Finnish farmers used to celebrate in autumn Kekri, a party related to the harvest in which they gathered to eat fresh food, sing, dance and drink alcohol.

Candles-cemetery-Finland by Amanda Reed
A Finnish cemetery. Photo: Amanda Reed.

All Saints' Day (in Finnish Pyhäinpäivä) is a traditional Christian holiday celebrated in most countries of the world on 1 November.

In Finland, a Nordic country with a Lutheran tradition and therefore unlikely to declare non-working days, All Saints' Day is observed on the first Saturday after 30 October since the mid-1950s. This year it is celebrated on 2 November 2019.

All Saints' Day is a massive celebration for Finns. However, during the last two decades it has been somehow overshadowed by Halloween.

This has happened mainly because the pumpkin party has become another reason to go out and celebrate, especially among the youngest.

As in the rest of Europe and America, school parties and also adult costume parties are becoming more and more popular. In these carnivals, boys and girls usually dress as ghosts, vampires or witches, with the peculiarity that males exaggerate in their costumes the bloody side of the celebration, while females usually combine their Gothic clothes with provocative garments.

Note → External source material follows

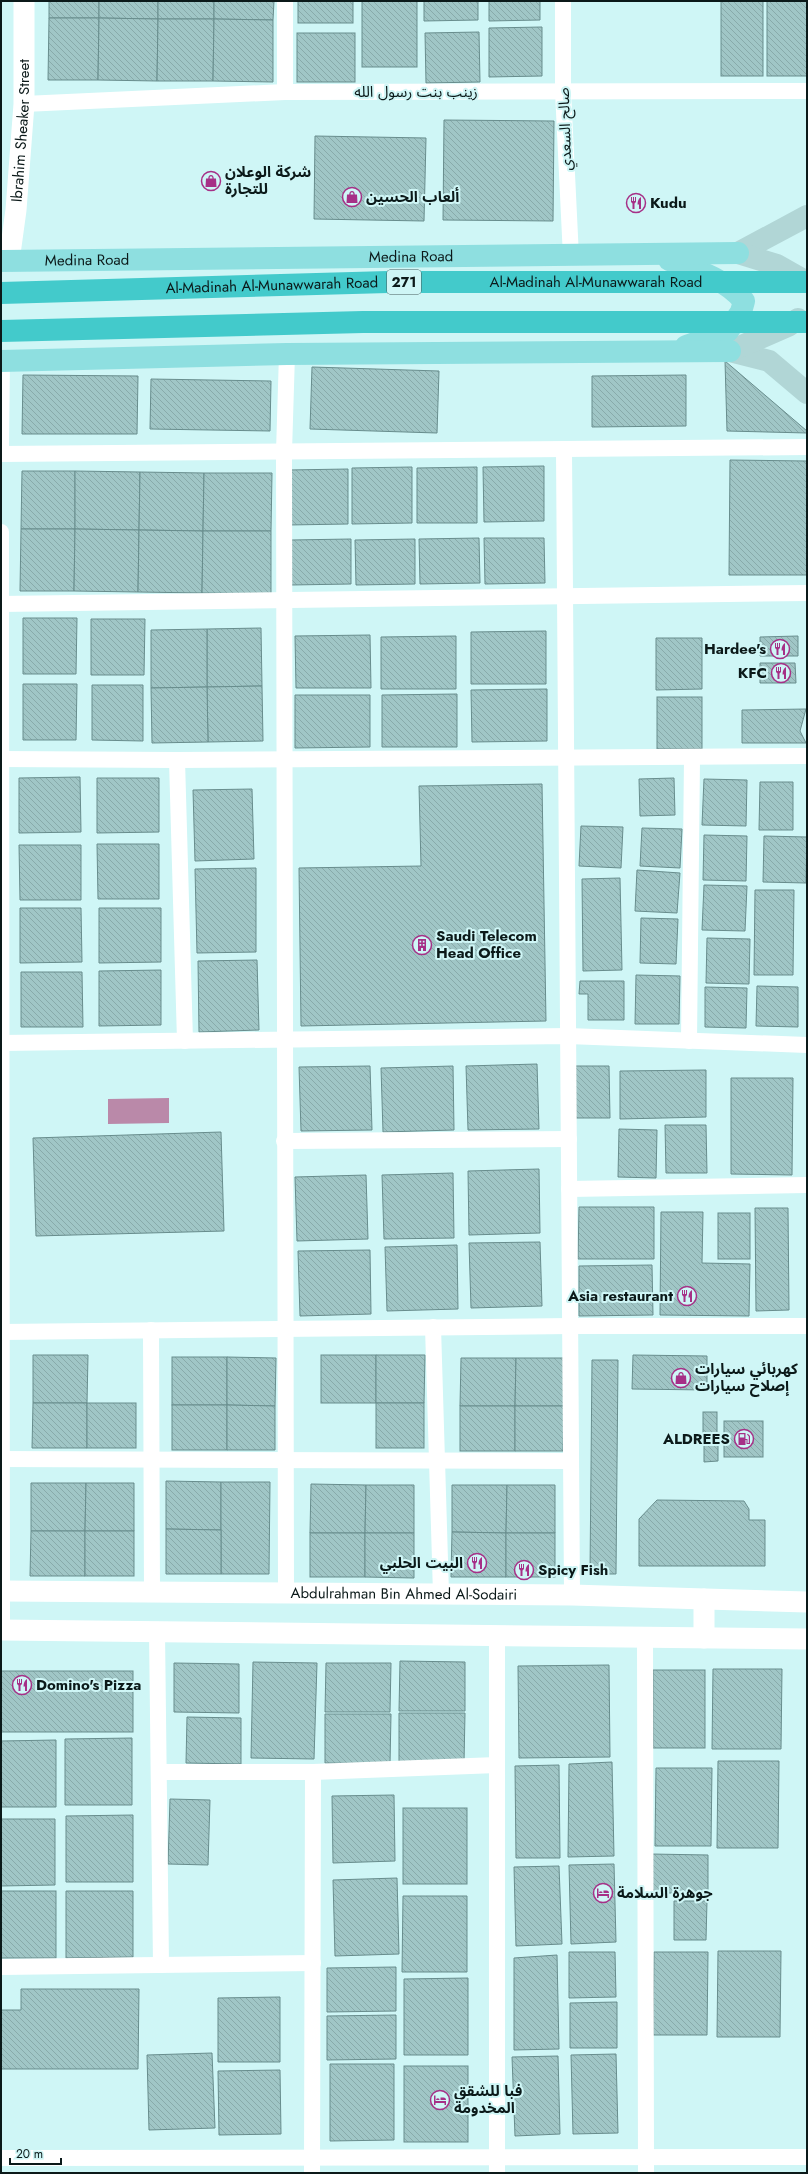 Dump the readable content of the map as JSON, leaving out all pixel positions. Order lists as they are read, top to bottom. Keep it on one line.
{"streets":{"highway":["271","Al-Madinah Al-Munawwarah Road"],"main road":["Medina Road"],"street":["زينب بنت رسول الله","صالح السعدي","Ibrahim Sheaker Street","Abdulrahman Bin Ahmed Al-Sodairi"]},"crossings":[["زينب بنت رسول الله","صالح السعدي"],["زينب بنت رسول الله","Ibrahim Sheaker Street"],["صالح السعدي","Medina Road"],["Ibrahim Sheaker Street","Medina Road"],["Medina Road","Al-Madinah Al-Munawwarah Road"]],"places":{"shop":["شركة الوعلان للتجارة","ألعاب الحسين","كهربائي سيارات إصلاح سيارات"],"restaurant":["Kudu","Hardee's","KFC","Asia restaurant","البيت الحلبي","Spicy Fish","Domino's Pizza"],"building":["Saudi Telecom Head Office"],"fuel station":["ALDREES"],"hotel":["جوهرة السلامة","فبا للشقق المخدومة"]},"scale_bar":"20 m"}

But the fact is that modern Halloween (or All Hallows' Eve) has spread from the United States to the rest of world in recent years, even though it is linked to ancient European culture. Throughout Europe there existed pagan traditions that were celebrated at this time. For example in Finland, it was called Kekri and it was related to the crop and slaughter of animals at fall.

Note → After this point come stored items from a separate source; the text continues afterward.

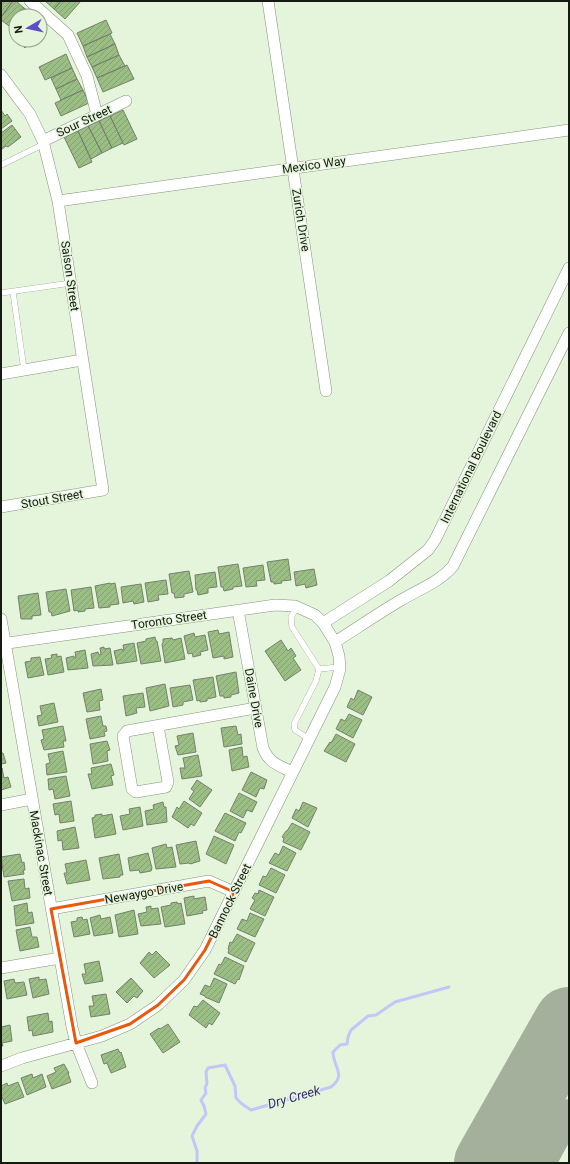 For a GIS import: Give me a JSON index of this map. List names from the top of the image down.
{
  "streets": {
    "street": [
      "Sour Street",
      "Mexico Way",
      "Zurich Drive",
      "Saison Street",
      "International Boulevard",
      "Stout Street",
      "Toronto Street",
      "Daine Drive",
      "Mackinac Street",
      "Newaygo Drive",
      "Bannock Street"
    ]
  },
  "crossings": [
    ["Sour Street", "Saison Street"],
    ["Mexico Way", "Zurich Drive"],
    ["Mexico Way", "Saison Street"],
    ["Saison Street", "Stout Street"],
    ["International Boulevard", "Toronto Street"],
    ["International Boulevard", "Bannock Street"],
    ["Toronto Street", "Daine Drive"],
    ["Toronto Street", "Mackinac Street"],
    ["Toronto Street", "Bannock Street"],
    ["Daine Drive", "Bannock Street"],
    ["Mackinac Street", "Newaygo Drive"],
    ["Mackinac Street", "Bannock Street"],
    ["Newaygo Drive", "Bannock Street"]
  ],
  "water": ["Dry Creek"],
  "north": "left"
}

It was not fixed to a concrete day, but every farm celebrated it when the harvest had been collected. As on Christmas Eve, the house had to be cleaned and later people gathered around tables full of fresh food from the just harvested crop.

Finnish farmers thought that the more food they offered at Kekri, the better the crop would be the next year. Parties also involved singing, dancing and drinking alcohol. Some people even believed that the amount of alcohol drunk by the owner would also influence the abundance of the next harvest.

Beautiful scenes on All Saints' Day

Cultural anecdotes aside, the fact is that most Finns show a great respect for All Saints' Day, which is celebrated by the majority of the population. It is considered as a day of dignity and reflection, an occasion to remember and miss loved ones who have passed away, especially those who left during the previous year.

In Finland, the tradition on All Saints' Day is to visit cemeteries where loved ones rest and light candles in their graves to honor and remember them. Therefore, a visit to a cemetery allows to attend beautiful scenes of love and devotion. It is not uncommon to see people standing or sitting by the graves and even kissing the tombstones.

It is particularly impressive the spectacle of thousands of burning candles, especially after the sunset. Flames burn on the graves until the candles run out as a way to keep alive the memory of those who are no longer among us.

Military graves

In an article about the Finnish cult of death included in the book 'Finland, a cultural encyclopedia' published by the Finnish Literature Society, professor of comparative religion at the University of Helsinki, Juha Pentikäinen explained that Finland also shows a cult peculiar related to the remembrance of military graves.

The respect that the country has for the tombs of the soldiers who died during the Second World War and the Finnish Civil War is particularly visible in the Day of the Fallen (celebrated the third Sunday of May) but also in All Saint's Day and in Christmas Eve. 

Therefore, if you visit a cemetery in one of those days, do not forget to walk around the area where the soldiers lie.